- DATA FOR THE TASK
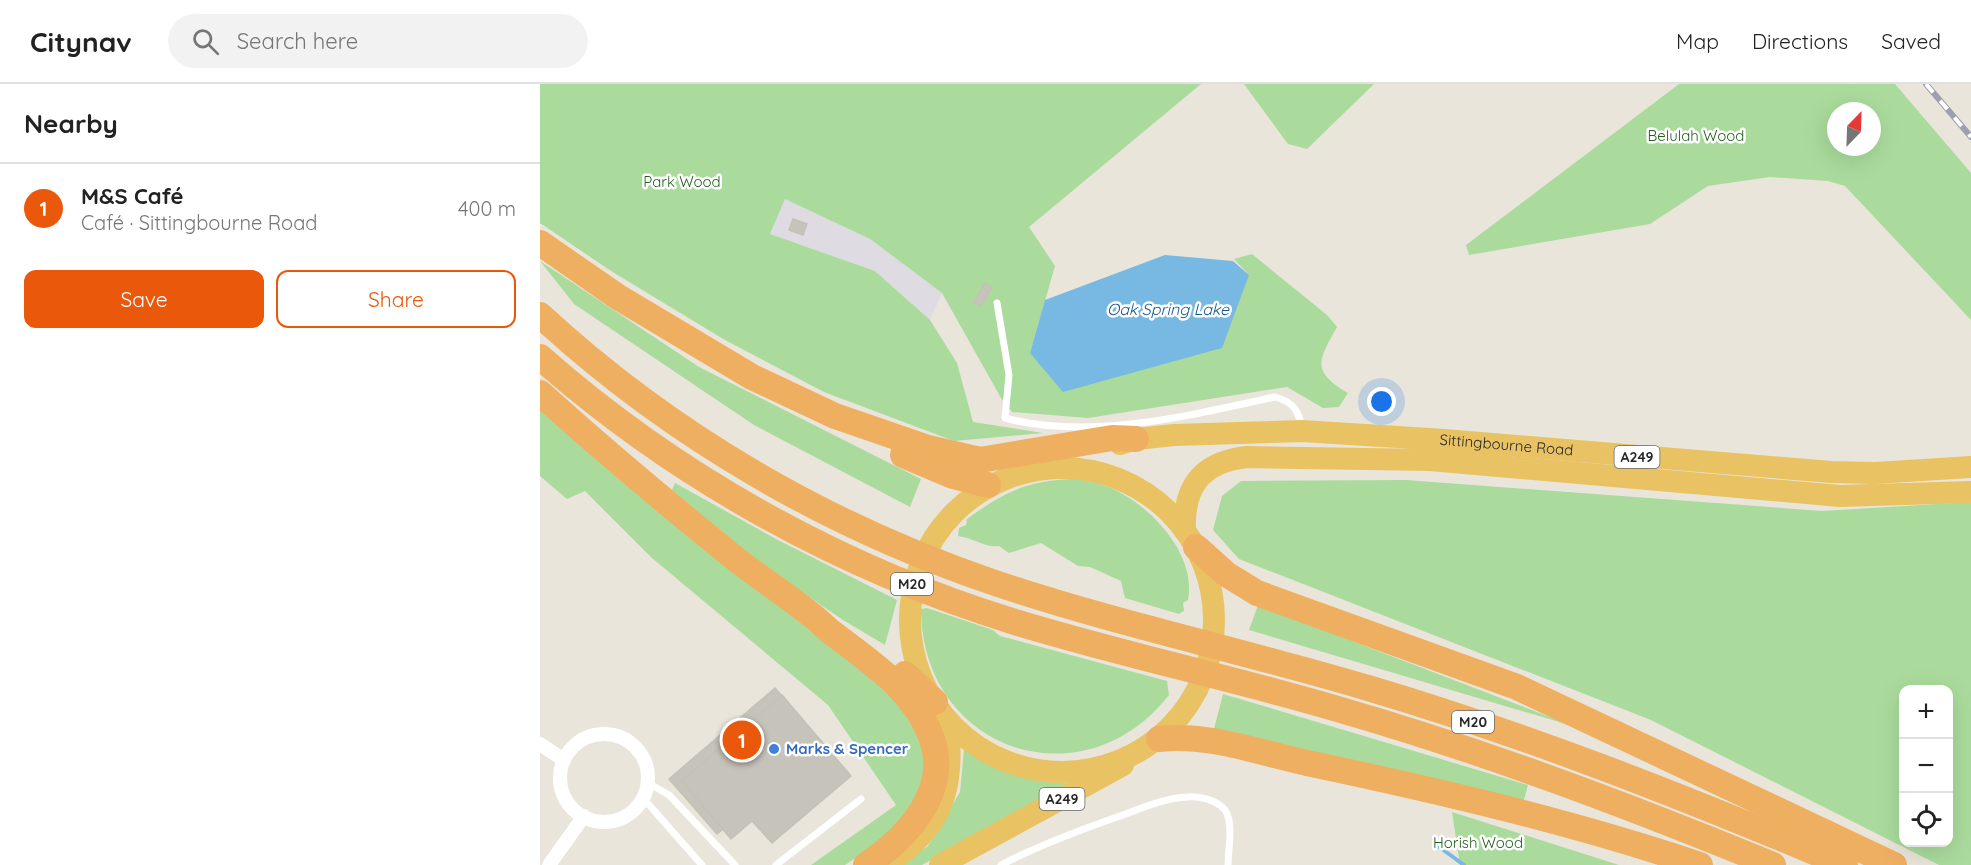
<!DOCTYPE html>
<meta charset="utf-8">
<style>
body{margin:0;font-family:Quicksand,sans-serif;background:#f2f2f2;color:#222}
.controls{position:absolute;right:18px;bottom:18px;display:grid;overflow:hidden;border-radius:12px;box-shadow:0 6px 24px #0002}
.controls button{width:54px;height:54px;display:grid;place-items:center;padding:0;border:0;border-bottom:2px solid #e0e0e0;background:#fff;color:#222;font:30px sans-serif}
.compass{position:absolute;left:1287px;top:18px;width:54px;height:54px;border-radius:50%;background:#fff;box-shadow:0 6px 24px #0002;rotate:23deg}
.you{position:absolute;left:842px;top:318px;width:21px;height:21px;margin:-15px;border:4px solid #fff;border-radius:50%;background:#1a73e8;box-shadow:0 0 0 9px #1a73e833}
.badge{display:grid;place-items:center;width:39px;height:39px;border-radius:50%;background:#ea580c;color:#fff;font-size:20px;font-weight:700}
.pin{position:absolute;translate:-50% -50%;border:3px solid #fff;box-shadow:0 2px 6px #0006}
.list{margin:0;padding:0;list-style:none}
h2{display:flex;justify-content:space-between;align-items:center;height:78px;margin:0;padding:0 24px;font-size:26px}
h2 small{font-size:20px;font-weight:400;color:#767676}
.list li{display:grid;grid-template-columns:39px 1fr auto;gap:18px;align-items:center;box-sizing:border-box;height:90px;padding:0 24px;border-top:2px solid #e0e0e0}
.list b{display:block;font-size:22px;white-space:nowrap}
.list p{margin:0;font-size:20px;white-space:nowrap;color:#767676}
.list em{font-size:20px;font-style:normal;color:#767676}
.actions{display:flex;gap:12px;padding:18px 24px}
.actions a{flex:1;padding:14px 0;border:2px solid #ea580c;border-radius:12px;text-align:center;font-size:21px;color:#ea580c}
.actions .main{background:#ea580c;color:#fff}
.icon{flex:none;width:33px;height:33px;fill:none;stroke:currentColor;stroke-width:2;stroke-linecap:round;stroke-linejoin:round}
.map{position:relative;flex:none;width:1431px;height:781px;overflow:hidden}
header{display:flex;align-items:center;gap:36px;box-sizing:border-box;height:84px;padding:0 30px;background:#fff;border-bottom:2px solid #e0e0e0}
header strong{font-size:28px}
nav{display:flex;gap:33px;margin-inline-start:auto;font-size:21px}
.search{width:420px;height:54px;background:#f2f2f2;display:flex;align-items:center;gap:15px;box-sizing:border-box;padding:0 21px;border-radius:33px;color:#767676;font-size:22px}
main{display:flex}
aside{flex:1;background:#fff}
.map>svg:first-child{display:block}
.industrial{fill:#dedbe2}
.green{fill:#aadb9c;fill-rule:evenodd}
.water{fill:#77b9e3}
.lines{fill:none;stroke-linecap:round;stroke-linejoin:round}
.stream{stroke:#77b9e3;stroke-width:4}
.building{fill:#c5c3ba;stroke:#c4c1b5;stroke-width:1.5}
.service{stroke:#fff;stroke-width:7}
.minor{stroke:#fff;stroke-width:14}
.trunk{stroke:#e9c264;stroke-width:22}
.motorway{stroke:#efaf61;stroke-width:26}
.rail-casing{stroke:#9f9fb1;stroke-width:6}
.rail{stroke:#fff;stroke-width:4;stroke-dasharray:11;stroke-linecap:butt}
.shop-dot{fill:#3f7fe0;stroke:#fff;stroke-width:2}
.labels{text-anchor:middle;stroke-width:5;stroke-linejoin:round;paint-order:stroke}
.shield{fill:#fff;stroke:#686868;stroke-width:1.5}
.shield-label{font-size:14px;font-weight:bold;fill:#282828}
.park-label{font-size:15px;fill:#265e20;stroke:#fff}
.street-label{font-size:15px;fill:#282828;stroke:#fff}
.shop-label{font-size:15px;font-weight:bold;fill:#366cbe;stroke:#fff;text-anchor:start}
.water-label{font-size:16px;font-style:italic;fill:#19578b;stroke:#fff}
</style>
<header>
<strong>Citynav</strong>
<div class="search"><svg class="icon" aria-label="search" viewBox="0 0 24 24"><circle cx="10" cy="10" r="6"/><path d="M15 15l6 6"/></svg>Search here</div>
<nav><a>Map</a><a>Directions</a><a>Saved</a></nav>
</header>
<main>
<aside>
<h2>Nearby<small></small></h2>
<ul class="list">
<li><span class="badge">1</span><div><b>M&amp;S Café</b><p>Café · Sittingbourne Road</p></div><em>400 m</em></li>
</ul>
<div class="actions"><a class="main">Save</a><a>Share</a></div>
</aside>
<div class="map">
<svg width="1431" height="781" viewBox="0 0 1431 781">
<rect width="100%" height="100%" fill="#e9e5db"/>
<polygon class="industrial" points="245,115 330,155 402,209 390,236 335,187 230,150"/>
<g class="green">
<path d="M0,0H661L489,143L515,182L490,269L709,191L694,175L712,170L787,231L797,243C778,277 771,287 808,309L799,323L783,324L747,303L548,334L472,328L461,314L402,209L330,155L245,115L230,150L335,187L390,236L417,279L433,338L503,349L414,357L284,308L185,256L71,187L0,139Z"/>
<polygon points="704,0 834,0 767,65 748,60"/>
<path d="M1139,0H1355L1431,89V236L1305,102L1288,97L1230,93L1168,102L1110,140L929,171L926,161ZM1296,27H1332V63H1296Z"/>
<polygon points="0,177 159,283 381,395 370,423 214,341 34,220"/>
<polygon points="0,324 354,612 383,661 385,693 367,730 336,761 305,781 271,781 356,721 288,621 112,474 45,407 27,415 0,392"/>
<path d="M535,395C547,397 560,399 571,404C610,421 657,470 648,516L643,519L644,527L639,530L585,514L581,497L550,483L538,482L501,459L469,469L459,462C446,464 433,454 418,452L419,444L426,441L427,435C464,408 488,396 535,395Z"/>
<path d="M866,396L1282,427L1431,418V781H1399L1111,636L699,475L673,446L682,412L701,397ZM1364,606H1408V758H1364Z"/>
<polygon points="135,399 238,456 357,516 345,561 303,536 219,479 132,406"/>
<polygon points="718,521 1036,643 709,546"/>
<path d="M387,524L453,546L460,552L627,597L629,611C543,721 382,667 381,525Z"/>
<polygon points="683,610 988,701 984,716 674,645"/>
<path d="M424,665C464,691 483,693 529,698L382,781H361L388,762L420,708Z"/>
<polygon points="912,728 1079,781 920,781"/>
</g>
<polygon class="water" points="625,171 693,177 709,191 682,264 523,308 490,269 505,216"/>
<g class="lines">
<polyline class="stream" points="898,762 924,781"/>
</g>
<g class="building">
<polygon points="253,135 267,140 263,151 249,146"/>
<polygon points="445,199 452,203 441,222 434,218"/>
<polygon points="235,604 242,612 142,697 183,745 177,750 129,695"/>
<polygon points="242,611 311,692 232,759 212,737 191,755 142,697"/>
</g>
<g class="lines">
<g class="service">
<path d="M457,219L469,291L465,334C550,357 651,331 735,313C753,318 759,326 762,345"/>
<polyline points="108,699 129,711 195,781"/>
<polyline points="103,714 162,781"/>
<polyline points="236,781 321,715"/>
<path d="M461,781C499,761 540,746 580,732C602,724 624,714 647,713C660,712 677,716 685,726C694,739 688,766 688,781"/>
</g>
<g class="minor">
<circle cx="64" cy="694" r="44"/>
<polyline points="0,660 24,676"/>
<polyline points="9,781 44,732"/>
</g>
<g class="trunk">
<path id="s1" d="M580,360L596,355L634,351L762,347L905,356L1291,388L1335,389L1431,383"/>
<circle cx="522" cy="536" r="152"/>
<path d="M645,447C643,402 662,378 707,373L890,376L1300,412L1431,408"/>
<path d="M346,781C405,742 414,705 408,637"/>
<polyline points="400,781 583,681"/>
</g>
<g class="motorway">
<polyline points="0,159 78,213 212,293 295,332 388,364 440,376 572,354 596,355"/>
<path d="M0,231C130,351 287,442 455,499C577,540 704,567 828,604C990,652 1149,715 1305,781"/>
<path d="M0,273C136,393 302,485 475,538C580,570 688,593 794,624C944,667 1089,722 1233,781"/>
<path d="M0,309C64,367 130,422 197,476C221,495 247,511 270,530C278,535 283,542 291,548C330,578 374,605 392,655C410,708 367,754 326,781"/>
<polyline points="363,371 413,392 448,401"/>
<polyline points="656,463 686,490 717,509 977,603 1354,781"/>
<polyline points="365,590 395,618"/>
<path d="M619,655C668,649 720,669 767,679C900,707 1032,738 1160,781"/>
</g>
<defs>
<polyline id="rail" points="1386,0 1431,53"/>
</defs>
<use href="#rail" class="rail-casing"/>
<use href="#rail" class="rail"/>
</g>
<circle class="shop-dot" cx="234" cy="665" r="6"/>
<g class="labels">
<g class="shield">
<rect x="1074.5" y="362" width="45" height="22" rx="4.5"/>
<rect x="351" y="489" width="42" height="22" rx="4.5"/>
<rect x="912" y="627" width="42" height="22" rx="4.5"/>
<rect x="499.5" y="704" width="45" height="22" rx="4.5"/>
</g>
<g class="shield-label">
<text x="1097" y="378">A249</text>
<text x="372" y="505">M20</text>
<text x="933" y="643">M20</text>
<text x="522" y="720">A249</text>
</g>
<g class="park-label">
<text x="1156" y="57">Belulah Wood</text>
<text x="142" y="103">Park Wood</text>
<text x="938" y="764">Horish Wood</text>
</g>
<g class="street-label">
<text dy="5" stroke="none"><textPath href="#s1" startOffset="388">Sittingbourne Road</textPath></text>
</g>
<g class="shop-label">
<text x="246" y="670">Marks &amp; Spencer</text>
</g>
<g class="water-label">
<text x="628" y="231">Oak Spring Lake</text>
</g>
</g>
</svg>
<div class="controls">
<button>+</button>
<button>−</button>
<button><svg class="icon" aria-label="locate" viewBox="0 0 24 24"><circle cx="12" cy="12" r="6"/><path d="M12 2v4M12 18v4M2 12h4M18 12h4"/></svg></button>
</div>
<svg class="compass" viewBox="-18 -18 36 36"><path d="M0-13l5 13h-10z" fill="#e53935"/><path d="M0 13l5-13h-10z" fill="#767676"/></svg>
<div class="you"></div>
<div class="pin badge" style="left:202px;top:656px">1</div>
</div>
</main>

- WORK INSTRUCTION
Copy all lines from the entries that contain the word "compass".

- EXERCISE RESPONSE
.compass{position:absolute;left:1287px;top:18px;width:54px;height:54px;border-radius:50%;background:#fff;box-shadow:0 6px 24px #0002;rotate:23deg}
<svg class="compass" viewBox="-18 -18 36 36"><path d="M0-13l5 13h-10z" fill="#e53935"/><path d="M0 13l5-13h-10z" fill="#767676"/></svg>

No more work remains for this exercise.